Segment Start: Data shown

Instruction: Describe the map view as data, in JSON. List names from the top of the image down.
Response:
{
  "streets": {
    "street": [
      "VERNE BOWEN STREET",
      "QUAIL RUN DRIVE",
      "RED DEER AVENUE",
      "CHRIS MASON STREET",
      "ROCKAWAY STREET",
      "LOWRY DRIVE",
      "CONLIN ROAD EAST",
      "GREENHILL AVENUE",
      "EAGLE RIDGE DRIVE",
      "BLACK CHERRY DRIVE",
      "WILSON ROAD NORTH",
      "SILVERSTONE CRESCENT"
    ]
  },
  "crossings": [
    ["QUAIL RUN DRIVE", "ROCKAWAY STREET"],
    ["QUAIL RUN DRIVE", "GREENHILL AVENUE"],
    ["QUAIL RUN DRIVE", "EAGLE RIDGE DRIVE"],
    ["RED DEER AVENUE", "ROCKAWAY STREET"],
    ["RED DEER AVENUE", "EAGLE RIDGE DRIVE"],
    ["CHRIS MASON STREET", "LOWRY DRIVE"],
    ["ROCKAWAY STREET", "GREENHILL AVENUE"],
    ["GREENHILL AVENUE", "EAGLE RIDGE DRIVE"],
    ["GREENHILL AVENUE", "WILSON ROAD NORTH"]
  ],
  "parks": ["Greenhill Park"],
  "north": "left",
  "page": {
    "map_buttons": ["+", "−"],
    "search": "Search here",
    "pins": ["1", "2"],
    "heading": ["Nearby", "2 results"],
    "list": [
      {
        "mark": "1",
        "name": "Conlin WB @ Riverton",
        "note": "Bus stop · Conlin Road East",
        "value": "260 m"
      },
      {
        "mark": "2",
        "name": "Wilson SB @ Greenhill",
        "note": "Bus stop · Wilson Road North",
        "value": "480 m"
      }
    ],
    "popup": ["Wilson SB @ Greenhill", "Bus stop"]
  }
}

Segment End: Data shown

**Your task**
Please work out how many lines of the listing contain the string "QUAIL", and answer with the number only.

**Written solution**
4